Output nothing but the lines from the first line of the listing below through the line containing "0 #94a5ad) drop-shadow(-2px", printed exactly and free of pictures.
Materials provided below:
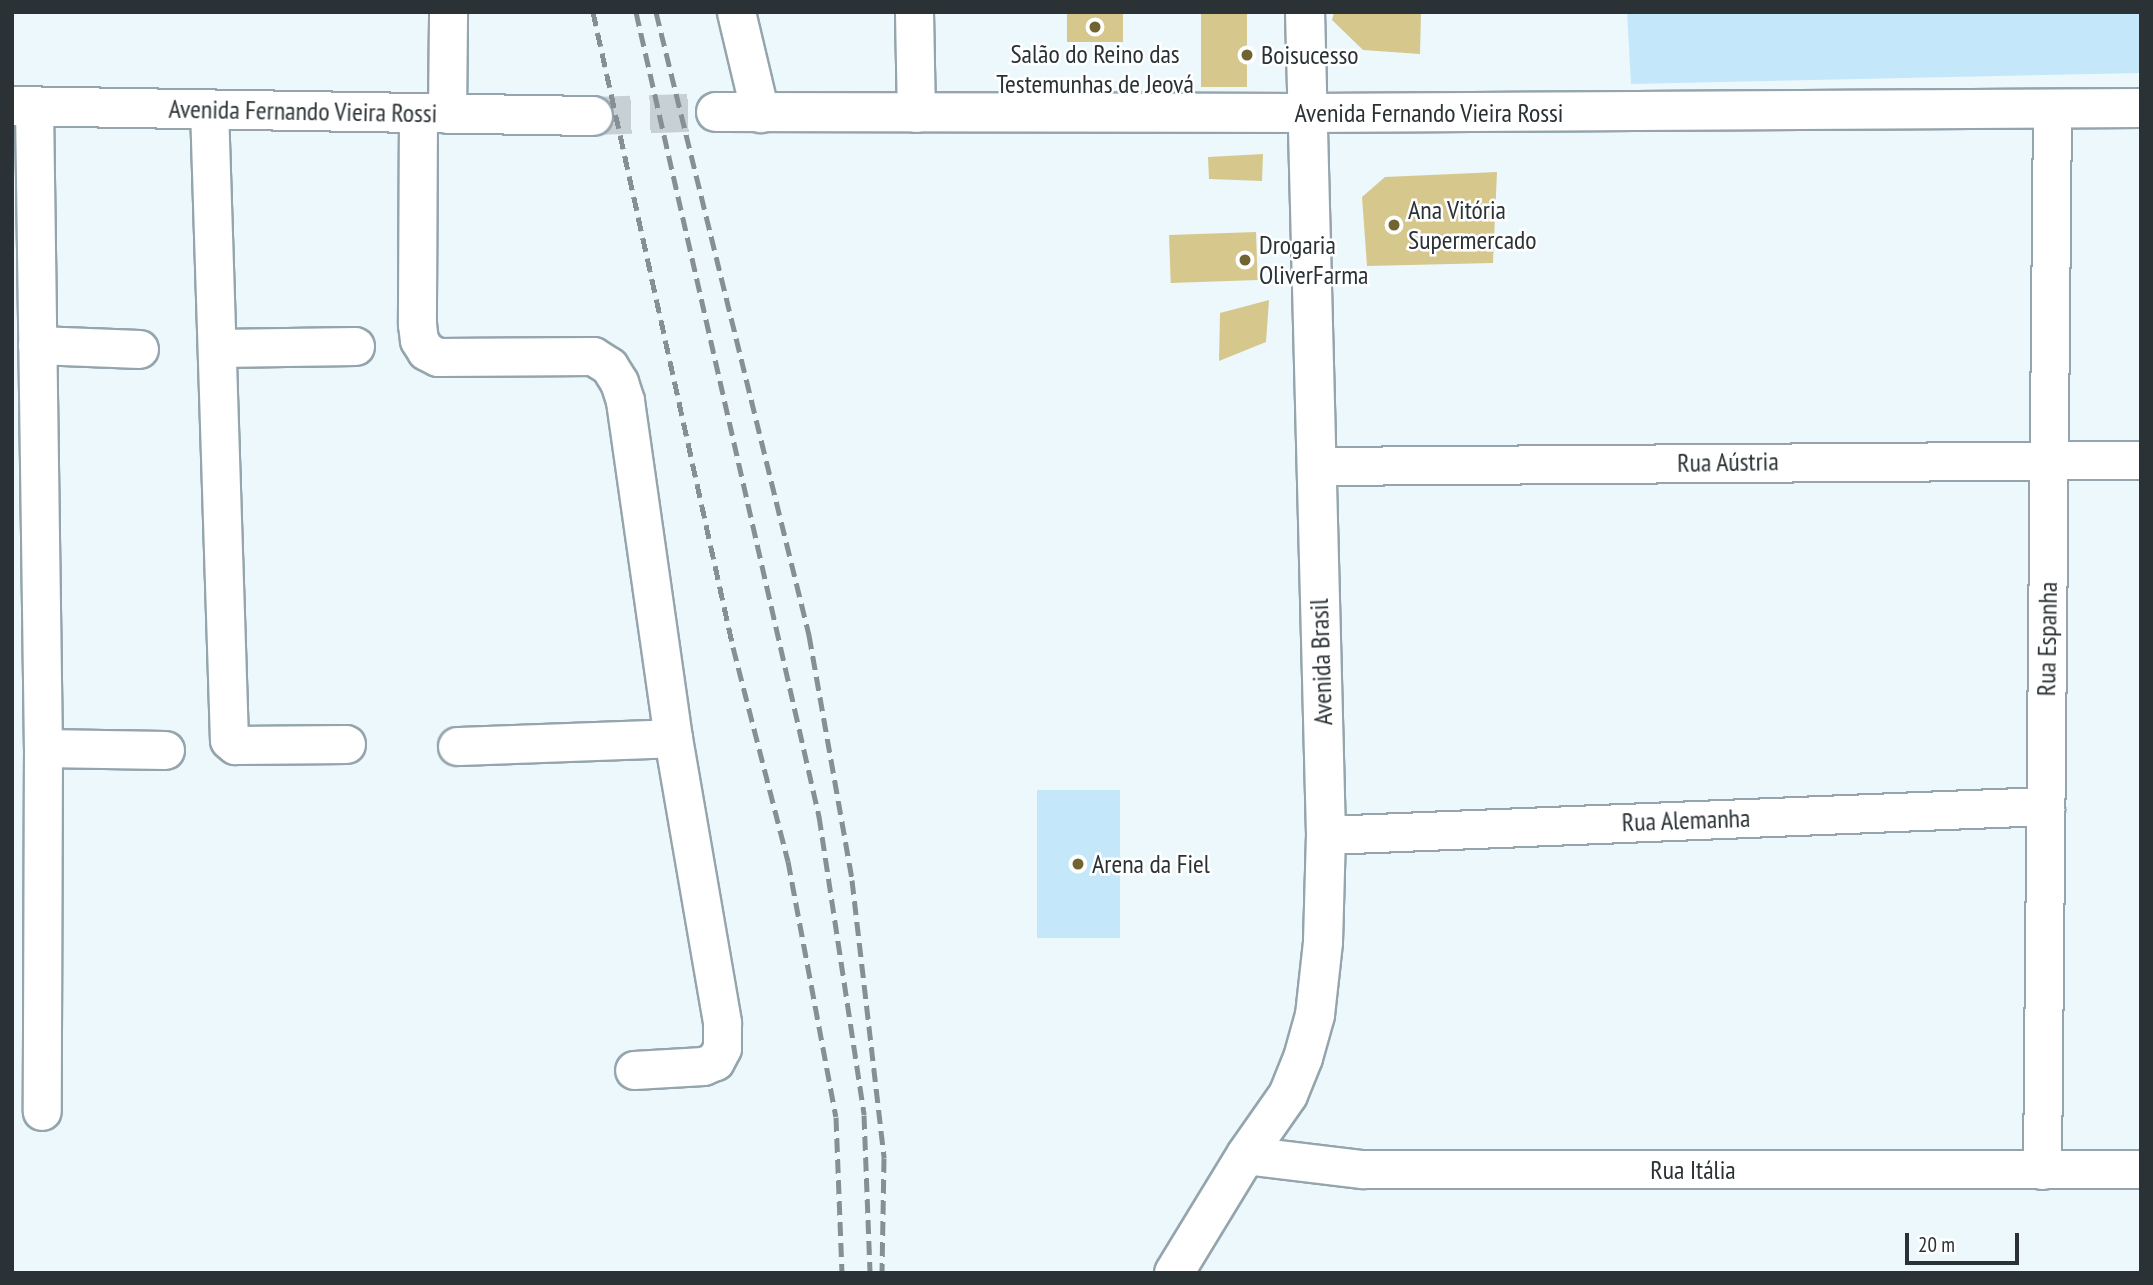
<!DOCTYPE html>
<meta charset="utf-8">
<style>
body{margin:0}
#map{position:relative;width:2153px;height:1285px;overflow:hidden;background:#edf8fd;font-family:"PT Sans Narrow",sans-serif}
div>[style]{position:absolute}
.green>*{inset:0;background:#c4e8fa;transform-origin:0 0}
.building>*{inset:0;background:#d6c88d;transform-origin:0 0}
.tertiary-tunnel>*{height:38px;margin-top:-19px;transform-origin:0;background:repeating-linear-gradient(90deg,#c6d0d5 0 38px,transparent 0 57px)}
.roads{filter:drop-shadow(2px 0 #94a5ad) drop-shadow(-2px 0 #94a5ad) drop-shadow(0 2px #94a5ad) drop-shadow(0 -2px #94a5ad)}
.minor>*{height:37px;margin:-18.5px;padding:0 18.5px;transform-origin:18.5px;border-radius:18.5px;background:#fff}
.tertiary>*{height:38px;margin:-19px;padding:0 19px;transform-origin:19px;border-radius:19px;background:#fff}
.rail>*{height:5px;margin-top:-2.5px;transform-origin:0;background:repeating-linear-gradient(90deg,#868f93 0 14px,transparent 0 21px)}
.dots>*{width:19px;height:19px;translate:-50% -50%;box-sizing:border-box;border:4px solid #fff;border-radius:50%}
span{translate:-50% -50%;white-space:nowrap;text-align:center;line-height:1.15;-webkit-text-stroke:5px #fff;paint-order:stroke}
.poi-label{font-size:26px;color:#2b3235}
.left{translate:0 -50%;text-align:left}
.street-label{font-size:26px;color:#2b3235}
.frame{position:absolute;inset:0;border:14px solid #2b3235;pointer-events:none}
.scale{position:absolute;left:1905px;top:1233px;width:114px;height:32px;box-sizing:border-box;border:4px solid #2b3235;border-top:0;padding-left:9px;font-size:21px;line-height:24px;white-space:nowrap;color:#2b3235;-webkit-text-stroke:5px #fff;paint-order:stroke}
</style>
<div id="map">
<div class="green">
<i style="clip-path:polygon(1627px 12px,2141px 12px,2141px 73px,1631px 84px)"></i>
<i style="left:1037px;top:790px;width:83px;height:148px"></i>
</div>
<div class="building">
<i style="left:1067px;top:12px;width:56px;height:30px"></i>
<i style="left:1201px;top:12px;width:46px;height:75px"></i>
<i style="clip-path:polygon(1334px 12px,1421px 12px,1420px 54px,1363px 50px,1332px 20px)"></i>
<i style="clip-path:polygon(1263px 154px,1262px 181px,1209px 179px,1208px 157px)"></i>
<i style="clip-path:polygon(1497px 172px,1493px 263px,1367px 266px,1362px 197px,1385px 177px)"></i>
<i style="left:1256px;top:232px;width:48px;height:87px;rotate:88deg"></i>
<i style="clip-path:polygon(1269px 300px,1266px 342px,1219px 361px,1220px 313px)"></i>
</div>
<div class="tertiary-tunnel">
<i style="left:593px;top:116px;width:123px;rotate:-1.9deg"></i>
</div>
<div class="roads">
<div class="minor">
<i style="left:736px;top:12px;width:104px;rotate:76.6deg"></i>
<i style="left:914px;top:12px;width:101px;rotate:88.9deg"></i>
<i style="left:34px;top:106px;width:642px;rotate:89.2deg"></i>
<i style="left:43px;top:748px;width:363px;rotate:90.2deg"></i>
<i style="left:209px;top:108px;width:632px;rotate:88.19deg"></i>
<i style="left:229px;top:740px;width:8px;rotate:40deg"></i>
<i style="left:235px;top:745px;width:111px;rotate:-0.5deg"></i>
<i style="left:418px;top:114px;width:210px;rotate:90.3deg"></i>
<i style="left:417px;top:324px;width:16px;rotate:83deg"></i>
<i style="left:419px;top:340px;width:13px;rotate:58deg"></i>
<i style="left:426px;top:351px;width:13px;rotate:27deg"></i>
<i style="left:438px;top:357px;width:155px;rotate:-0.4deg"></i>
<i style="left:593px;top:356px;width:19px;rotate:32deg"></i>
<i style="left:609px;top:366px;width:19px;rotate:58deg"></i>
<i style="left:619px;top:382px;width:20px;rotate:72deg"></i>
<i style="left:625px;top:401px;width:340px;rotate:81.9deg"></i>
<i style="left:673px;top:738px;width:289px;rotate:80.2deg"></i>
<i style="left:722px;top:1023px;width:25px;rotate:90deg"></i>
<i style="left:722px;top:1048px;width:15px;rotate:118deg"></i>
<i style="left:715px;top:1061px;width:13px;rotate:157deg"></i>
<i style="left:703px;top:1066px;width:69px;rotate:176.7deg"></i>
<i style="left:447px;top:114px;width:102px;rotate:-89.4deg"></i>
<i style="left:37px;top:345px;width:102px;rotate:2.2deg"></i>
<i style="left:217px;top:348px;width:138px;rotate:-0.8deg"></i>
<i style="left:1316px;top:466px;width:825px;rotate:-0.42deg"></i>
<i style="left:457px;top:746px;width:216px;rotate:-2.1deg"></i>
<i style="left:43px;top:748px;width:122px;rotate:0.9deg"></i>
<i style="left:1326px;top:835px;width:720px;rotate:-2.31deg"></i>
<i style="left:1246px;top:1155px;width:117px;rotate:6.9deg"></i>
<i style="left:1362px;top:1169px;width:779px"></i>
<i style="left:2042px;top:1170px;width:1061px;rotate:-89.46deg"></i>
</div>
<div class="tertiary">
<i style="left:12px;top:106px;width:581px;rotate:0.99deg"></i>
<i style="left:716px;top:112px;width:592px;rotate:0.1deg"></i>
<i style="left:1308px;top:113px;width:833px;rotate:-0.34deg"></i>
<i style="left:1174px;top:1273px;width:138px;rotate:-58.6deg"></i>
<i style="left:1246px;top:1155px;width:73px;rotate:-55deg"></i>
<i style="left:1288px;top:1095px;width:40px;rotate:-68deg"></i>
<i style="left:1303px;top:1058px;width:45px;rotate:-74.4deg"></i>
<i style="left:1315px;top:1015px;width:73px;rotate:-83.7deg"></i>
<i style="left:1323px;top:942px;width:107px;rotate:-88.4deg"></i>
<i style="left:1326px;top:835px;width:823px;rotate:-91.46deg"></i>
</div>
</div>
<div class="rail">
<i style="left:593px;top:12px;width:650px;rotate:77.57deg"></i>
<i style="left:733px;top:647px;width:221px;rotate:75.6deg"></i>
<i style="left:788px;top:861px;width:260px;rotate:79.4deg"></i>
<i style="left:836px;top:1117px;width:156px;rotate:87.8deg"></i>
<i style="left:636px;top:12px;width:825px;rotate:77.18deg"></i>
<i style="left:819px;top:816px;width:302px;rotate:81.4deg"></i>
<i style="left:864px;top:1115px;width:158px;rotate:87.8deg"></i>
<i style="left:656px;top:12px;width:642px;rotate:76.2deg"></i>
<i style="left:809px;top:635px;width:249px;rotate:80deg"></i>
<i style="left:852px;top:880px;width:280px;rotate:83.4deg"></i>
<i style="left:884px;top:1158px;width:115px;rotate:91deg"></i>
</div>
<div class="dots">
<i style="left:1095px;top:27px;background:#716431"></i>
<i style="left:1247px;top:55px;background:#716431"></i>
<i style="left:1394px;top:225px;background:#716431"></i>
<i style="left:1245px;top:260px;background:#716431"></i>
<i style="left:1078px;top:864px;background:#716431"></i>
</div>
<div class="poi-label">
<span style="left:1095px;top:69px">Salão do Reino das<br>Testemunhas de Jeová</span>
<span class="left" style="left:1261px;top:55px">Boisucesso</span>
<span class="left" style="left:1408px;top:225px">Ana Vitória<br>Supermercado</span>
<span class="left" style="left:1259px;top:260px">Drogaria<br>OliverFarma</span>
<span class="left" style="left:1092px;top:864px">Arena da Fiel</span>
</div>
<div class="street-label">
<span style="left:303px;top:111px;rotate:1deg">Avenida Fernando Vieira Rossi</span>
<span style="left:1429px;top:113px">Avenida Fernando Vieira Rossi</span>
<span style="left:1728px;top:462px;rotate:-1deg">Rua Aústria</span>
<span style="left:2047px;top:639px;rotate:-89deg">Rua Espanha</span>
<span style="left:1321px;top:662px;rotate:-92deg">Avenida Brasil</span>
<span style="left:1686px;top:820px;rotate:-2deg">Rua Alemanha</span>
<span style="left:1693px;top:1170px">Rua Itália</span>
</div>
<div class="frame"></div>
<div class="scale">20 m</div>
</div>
End of Materials provided.
• Task answer
<!DOCTYPE html>
<meta charset="utf-8">
<style>
body{margin:0}
#map{position:relative;width:2153px;height:1285px;overflow:hidden;background:#edf8fd;font-family:"PT Sans Narrow",sans-serif}
div>[style]{position:absolute}
.green>*{inset:0;background:#c4e8fa;transform-origin:0 0}
.building>*{inset:0;background:#d6c88d;transform-origin:0 0}
.tertiary-tunnel>*{height:38px;margin-top:-19px;transform-origin:0;background:repeating-linear-gradient(90deg,#c6d0d5 0 38px,transparent 0 57px)}
.roads{filter:drop-shadow(2px 0 #94a5ad) drop-shadow(-2px 0 #94a5ad) drop-shadow(0 2px #94a5ad) drop-shadow(0 -2px #94a5ad)}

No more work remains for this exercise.